* Action item *
What lines in the entries hold the string "content"? List them.

(Dataset excerpts)

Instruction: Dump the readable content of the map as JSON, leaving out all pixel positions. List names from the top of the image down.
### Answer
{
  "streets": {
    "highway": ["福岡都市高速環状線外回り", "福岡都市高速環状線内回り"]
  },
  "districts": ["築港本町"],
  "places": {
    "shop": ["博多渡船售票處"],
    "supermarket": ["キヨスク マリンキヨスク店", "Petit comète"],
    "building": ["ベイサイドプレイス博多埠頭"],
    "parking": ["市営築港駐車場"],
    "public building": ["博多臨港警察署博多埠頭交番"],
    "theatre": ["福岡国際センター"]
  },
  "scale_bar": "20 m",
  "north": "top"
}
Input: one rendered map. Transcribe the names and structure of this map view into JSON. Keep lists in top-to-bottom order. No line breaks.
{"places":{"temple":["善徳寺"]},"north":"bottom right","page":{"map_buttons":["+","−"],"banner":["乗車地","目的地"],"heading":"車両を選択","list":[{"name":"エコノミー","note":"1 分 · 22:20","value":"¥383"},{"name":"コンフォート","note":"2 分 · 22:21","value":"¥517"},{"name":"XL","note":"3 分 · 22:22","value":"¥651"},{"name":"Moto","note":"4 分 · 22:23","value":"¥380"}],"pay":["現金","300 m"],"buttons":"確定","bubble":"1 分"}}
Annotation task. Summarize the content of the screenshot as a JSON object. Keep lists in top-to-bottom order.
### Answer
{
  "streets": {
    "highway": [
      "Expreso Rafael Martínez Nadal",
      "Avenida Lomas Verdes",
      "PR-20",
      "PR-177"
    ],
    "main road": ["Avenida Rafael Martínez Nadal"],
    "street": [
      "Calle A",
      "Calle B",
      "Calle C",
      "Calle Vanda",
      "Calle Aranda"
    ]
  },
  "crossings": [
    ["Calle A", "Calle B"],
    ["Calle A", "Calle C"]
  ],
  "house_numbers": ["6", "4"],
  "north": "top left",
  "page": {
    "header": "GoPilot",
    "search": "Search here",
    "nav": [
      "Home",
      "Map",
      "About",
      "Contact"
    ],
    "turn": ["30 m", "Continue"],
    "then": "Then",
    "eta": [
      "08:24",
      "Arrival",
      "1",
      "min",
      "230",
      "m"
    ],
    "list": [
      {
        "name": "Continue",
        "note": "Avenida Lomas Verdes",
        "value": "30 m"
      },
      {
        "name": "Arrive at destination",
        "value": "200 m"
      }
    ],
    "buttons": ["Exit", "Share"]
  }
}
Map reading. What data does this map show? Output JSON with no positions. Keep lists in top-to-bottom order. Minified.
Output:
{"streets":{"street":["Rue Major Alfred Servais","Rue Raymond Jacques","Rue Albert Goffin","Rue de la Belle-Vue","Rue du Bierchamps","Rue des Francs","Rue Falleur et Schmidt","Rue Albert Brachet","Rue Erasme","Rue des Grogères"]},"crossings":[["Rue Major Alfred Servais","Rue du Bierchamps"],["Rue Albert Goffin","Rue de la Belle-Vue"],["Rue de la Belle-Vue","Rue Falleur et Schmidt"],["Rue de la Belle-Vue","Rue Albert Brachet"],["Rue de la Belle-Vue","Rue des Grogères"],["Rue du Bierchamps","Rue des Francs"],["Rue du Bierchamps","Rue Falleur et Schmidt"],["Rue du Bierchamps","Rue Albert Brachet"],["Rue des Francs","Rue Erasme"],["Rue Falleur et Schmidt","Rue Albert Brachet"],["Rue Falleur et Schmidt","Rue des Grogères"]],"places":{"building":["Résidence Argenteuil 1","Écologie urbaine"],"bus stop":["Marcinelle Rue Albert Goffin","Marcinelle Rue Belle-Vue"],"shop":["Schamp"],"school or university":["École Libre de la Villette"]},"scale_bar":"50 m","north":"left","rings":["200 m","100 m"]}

* Reply *
Instruction: Dump the readable content of the map as JSON, leaving out all pixel positions. List names from the top of the image down.
Annotation task. Summarize the content of the screenshot as a JSON object. Keep lists in top-to-bottom order.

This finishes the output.